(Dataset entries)
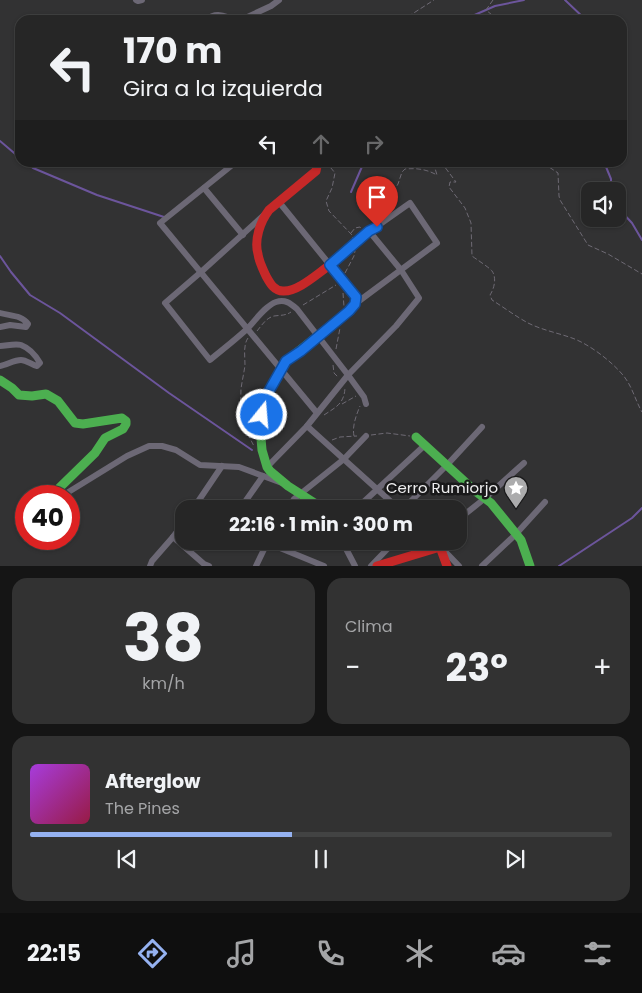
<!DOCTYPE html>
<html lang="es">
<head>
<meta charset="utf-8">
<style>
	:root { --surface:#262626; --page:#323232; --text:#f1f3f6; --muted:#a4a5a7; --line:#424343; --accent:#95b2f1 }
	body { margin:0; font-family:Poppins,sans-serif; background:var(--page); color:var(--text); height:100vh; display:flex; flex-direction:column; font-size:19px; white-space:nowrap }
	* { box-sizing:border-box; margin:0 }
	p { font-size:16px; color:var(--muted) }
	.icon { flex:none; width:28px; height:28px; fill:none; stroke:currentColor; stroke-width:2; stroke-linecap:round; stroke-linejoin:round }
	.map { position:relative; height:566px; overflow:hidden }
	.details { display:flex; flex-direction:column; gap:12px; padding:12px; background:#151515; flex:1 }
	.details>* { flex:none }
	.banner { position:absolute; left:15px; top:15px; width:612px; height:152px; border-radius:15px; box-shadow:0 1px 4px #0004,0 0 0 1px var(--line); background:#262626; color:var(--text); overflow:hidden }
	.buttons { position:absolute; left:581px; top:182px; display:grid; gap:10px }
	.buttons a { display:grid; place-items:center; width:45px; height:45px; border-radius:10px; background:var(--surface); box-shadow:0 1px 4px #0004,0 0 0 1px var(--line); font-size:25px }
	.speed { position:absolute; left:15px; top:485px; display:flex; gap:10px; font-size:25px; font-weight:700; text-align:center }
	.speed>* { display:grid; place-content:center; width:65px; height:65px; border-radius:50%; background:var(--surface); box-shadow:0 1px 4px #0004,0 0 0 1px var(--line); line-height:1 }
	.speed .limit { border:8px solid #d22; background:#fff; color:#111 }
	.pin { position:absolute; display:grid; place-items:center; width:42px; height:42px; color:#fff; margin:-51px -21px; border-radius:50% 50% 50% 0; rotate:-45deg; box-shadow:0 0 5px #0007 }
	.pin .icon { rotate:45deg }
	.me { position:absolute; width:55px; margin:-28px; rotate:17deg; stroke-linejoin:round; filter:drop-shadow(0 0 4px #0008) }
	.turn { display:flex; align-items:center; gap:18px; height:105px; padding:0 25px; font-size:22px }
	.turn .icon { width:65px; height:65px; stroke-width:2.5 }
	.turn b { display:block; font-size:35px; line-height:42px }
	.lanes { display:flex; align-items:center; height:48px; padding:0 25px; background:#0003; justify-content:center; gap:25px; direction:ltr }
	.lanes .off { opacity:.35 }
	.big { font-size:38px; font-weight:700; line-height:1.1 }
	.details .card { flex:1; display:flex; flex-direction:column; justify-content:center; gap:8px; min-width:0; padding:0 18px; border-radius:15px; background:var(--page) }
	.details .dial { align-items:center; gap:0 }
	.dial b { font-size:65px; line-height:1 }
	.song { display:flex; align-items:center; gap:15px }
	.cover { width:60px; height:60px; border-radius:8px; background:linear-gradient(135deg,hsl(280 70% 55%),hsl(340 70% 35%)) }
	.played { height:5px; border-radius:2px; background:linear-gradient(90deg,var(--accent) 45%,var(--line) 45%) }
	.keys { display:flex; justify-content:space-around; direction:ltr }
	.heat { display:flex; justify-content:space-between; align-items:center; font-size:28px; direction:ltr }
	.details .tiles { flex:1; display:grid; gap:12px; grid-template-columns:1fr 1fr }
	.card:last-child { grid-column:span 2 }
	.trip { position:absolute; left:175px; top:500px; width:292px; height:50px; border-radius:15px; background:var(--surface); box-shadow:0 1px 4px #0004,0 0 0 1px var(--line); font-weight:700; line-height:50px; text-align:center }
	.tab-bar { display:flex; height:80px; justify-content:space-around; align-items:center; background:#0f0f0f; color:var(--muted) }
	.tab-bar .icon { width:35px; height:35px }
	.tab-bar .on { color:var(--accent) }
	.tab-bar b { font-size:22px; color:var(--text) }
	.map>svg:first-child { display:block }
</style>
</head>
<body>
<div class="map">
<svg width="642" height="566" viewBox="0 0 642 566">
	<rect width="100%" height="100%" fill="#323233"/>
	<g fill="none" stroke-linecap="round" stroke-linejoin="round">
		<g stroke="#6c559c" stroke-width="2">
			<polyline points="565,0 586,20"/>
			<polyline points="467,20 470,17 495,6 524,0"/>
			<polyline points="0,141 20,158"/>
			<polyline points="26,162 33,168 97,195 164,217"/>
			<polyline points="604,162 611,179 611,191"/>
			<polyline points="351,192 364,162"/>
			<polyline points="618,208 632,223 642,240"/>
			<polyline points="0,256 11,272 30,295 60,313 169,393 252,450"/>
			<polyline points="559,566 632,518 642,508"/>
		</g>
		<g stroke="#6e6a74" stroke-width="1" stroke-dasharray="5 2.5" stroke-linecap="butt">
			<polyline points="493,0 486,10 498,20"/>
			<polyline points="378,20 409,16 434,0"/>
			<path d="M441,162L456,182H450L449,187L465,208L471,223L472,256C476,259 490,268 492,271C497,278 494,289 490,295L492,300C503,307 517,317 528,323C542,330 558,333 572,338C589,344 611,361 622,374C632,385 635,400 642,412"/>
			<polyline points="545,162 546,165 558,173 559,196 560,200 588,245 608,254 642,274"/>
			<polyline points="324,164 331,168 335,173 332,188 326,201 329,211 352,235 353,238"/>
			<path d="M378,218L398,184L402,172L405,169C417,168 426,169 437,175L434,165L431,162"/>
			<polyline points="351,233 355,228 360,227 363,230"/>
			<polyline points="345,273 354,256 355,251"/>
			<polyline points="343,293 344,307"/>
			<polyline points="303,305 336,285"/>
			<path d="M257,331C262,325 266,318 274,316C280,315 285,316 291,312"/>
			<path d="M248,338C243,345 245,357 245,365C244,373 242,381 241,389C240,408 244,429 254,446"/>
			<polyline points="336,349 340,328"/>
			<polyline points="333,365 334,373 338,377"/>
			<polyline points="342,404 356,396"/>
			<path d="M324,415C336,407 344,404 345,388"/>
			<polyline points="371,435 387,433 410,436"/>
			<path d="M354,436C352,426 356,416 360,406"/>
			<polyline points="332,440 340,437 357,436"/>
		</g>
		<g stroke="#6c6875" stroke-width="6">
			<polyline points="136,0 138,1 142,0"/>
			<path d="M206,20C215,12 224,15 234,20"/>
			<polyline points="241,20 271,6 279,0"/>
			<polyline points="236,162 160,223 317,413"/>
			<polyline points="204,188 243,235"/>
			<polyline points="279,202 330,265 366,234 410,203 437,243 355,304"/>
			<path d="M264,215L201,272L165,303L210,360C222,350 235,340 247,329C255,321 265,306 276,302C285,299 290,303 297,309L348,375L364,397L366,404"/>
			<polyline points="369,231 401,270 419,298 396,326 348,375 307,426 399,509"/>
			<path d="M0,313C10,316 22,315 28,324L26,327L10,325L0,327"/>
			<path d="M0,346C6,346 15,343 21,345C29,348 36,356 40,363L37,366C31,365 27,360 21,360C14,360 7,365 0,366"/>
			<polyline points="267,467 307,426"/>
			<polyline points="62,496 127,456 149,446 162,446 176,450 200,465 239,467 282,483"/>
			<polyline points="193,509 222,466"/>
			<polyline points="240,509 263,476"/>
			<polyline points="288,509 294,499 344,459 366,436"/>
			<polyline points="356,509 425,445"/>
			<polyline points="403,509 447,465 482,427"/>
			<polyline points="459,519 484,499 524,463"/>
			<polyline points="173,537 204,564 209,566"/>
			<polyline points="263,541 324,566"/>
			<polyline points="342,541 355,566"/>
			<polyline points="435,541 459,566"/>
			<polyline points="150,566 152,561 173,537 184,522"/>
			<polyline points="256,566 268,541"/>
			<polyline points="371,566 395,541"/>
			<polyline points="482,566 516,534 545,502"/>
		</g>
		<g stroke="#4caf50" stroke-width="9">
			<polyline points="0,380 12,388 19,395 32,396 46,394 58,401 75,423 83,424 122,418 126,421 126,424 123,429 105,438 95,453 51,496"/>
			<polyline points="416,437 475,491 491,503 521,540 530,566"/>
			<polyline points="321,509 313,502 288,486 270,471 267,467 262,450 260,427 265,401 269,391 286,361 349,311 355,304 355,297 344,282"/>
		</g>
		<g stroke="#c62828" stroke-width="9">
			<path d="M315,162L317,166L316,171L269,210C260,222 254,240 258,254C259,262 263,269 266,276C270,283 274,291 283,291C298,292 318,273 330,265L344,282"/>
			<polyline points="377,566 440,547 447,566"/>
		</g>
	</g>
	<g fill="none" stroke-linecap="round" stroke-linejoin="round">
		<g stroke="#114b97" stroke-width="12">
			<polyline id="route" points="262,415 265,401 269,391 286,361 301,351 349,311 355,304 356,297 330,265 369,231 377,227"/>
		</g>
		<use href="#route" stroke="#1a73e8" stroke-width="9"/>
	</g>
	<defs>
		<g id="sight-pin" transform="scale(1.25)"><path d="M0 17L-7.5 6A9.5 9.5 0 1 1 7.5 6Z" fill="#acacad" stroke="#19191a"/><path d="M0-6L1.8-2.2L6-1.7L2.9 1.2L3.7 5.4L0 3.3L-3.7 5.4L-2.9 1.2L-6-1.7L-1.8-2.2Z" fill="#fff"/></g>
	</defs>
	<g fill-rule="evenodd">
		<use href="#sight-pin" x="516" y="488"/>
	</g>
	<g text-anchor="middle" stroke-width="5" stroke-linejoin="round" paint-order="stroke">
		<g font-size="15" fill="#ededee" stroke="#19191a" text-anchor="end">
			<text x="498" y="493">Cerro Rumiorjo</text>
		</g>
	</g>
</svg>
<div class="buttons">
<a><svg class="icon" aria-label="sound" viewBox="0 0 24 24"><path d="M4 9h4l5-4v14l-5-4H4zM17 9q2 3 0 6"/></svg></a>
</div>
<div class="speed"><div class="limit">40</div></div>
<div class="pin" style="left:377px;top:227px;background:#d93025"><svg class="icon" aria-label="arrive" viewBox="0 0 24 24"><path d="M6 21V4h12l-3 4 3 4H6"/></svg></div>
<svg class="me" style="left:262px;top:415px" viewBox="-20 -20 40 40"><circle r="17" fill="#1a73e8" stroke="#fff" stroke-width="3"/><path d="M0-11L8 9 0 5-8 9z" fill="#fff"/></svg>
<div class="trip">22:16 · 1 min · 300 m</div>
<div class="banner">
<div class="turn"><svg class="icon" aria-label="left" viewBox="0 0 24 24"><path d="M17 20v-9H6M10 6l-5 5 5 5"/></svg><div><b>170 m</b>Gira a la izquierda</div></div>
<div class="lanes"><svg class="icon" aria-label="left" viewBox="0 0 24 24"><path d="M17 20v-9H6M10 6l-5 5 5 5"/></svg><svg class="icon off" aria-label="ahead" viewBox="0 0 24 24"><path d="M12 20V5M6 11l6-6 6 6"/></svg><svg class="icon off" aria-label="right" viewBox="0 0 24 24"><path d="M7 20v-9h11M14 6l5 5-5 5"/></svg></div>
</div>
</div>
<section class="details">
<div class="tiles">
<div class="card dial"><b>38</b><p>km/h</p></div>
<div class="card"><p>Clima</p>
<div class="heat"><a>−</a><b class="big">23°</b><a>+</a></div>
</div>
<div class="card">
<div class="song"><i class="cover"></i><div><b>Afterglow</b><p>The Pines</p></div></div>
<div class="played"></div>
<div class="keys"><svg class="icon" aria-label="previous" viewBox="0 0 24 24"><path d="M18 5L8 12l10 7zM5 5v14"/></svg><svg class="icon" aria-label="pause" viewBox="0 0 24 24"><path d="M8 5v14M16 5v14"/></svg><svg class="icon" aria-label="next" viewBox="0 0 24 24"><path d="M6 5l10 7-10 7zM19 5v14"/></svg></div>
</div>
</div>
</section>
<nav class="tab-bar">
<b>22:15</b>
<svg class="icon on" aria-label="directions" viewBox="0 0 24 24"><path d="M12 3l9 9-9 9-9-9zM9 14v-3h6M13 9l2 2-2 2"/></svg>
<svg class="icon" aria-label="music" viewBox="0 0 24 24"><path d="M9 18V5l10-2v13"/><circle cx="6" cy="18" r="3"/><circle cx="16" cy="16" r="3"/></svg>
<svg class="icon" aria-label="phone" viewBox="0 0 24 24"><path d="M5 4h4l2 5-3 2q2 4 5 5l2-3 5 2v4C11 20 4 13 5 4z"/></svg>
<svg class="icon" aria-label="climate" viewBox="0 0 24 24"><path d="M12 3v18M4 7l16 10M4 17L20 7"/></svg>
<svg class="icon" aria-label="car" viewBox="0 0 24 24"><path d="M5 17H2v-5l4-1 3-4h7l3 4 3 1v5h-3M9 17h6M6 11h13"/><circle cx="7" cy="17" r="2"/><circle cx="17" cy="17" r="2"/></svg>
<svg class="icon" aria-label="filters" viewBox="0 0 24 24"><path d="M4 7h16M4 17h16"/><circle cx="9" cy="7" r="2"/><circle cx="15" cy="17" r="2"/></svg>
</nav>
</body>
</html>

--

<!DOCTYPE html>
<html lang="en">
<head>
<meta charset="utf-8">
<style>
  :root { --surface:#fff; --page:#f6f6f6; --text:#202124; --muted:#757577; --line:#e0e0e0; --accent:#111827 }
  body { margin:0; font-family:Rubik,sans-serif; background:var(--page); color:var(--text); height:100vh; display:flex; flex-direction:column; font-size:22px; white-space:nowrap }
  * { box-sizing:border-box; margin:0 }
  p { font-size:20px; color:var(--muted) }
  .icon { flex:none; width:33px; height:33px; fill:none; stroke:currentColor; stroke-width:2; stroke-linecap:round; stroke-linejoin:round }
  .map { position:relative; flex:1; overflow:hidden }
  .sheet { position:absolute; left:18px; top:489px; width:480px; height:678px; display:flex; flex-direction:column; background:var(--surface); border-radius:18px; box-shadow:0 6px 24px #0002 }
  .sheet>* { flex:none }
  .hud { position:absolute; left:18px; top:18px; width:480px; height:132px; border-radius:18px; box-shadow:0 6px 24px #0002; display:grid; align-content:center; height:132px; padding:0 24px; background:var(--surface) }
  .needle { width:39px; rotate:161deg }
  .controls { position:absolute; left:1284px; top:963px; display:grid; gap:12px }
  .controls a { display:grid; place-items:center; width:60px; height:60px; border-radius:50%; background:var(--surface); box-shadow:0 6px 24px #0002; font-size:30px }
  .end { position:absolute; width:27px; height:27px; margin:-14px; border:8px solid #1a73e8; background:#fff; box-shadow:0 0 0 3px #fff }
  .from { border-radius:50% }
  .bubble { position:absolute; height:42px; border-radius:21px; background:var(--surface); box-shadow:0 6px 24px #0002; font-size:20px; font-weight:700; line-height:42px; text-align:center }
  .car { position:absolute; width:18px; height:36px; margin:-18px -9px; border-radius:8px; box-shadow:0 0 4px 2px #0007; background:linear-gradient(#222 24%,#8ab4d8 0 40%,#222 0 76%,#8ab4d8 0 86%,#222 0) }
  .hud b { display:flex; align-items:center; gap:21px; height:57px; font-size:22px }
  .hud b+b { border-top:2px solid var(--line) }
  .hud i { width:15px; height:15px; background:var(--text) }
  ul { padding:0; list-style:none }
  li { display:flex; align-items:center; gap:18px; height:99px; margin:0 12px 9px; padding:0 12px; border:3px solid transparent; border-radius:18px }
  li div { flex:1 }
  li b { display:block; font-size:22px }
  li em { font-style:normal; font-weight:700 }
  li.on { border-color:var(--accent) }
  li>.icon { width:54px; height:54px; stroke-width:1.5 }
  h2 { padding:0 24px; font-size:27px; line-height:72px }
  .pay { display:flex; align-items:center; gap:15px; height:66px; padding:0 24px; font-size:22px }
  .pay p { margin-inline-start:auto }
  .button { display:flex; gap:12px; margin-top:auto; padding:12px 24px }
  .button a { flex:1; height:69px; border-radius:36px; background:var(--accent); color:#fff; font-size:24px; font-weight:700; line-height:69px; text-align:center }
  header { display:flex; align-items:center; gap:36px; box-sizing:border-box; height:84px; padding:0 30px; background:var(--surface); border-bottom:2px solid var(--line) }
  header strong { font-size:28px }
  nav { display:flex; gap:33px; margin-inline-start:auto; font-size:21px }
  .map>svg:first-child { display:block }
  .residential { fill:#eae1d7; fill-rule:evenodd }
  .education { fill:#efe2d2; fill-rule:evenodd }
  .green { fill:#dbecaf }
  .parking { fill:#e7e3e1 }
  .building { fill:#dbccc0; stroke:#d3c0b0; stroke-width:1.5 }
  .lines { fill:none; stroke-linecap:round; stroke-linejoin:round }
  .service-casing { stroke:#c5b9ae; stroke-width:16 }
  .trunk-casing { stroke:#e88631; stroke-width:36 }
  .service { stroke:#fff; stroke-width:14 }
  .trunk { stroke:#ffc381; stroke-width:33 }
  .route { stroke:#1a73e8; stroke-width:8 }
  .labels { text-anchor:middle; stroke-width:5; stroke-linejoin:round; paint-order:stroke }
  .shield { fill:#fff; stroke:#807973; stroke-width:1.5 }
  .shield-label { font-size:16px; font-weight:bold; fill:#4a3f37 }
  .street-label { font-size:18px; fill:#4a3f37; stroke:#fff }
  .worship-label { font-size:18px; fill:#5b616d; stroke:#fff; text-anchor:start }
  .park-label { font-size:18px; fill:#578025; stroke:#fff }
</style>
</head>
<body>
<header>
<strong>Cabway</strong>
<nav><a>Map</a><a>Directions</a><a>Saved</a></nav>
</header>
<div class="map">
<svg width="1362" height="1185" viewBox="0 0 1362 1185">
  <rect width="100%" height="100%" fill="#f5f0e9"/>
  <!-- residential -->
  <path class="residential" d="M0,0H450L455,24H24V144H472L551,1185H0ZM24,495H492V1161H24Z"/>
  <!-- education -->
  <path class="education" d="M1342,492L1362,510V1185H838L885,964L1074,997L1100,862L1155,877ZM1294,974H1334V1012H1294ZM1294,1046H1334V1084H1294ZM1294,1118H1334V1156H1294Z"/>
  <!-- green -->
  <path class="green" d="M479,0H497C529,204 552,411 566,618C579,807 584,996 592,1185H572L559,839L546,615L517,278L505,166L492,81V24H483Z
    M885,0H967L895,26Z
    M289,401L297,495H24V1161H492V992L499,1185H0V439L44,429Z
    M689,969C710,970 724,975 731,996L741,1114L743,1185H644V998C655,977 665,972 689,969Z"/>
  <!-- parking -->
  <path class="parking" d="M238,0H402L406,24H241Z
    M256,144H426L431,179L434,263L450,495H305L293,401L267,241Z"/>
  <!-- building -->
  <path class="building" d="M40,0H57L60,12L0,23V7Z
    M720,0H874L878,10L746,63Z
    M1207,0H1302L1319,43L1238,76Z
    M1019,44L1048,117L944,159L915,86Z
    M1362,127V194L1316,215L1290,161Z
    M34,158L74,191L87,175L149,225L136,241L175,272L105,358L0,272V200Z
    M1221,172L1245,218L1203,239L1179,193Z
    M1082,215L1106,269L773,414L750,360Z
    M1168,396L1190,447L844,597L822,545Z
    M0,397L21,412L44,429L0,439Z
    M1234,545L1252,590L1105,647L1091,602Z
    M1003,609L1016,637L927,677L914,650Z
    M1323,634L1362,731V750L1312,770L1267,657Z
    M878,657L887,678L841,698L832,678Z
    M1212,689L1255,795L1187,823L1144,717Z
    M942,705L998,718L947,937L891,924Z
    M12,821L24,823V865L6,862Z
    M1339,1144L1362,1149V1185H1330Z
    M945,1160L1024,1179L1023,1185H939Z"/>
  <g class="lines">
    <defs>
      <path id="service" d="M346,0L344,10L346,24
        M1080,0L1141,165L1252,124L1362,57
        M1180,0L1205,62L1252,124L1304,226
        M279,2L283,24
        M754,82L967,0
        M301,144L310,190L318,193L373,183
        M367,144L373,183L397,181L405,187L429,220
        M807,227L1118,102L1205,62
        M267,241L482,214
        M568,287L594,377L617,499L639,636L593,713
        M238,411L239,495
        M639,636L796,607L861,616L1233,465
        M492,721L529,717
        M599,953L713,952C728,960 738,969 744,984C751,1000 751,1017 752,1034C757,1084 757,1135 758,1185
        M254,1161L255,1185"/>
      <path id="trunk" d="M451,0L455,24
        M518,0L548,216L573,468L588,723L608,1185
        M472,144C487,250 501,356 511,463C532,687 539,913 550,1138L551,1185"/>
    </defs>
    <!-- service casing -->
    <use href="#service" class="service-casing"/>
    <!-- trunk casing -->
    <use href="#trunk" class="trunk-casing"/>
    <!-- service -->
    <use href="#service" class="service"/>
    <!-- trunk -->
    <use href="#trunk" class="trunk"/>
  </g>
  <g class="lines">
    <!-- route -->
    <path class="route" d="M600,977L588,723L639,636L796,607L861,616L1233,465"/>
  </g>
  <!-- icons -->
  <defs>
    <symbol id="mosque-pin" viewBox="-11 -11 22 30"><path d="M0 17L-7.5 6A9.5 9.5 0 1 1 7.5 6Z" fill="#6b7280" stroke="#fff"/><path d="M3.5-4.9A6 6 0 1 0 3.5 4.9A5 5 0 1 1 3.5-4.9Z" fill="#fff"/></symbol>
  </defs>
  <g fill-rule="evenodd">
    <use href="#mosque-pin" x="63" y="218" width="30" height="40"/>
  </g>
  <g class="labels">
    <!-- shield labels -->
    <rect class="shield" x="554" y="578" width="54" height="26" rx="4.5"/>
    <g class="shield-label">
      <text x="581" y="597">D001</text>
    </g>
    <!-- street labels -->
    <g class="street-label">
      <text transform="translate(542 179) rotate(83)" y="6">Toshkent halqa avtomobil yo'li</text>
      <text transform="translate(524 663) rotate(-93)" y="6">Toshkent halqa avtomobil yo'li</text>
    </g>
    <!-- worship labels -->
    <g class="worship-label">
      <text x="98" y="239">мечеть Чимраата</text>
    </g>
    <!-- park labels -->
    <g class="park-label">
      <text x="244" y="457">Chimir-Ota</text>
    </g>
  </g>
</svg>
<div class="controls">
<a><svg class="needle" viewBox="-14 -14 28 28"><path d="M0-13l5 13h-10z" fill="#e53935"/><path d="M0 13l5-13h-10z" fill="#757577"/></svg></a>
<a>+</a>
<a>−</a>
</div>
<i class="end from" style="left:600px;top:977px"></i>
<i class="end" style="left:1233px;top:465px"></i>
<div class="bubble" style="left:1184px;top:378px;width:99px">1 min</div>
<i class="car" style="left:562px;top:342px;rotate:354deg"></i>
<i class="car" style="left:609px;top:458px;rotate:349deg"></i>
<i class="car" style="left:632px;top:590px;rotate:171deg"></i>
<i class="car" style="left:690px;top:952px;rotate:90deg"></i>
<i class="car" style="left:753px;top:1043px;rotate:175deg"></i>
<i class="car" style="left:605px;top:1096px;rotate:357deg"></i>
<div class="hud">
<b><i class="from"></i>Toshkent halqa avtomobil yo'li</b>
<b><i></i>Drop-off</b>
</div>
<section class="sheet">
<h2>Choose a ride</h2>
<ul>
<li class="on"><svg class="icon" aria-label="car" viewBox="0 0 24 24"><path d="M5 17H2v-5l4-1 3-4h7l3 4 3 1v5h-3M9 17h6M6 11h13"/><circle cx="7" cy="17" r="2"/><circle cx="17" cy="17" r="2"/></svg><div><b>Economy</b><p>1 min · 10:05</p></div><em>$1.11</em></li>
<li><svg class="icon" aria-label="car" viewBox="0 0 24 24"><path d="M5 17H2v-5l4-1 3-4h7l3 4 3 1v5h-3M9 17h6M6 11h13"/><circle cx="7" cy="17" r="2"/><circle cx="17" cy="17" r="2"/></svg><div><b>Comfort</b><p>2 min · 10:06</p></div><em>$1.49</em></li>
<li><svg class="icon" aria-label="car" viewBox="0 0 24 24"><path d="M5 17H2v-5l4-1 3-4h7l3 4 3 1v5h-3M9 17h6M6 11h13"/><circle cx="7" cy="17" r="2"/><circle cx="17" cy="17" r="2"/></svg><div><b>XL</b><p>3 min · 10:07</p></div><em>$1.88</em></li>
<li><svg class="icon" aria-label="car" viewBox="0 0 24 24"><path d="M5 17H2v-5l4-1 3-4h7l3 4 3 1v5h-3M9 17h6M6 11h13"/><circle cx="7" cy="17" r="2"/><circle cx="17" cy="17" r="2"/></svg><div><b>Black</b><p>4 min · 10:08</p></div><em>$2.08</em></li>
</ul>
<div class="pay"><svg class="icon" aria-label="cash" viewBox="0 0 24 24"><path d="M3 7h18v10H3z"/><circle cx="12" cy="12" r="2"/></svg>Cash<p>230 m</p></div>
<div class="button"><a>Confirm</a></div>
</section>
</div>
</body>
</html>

Work required:
Wherever a line of the entries holds the string "bubble", copy that line.

Response to the task:
  .bubble { position:absolute; height:42px; border-radius:21px; background:var(--surface); box-shadow:0 6px 24px #0002; font-size:20px; font-weight:700; line-height:42px; text-align:center }
<div class="bubble" style="left:1184px;top:378px;width:99px">1 min</div>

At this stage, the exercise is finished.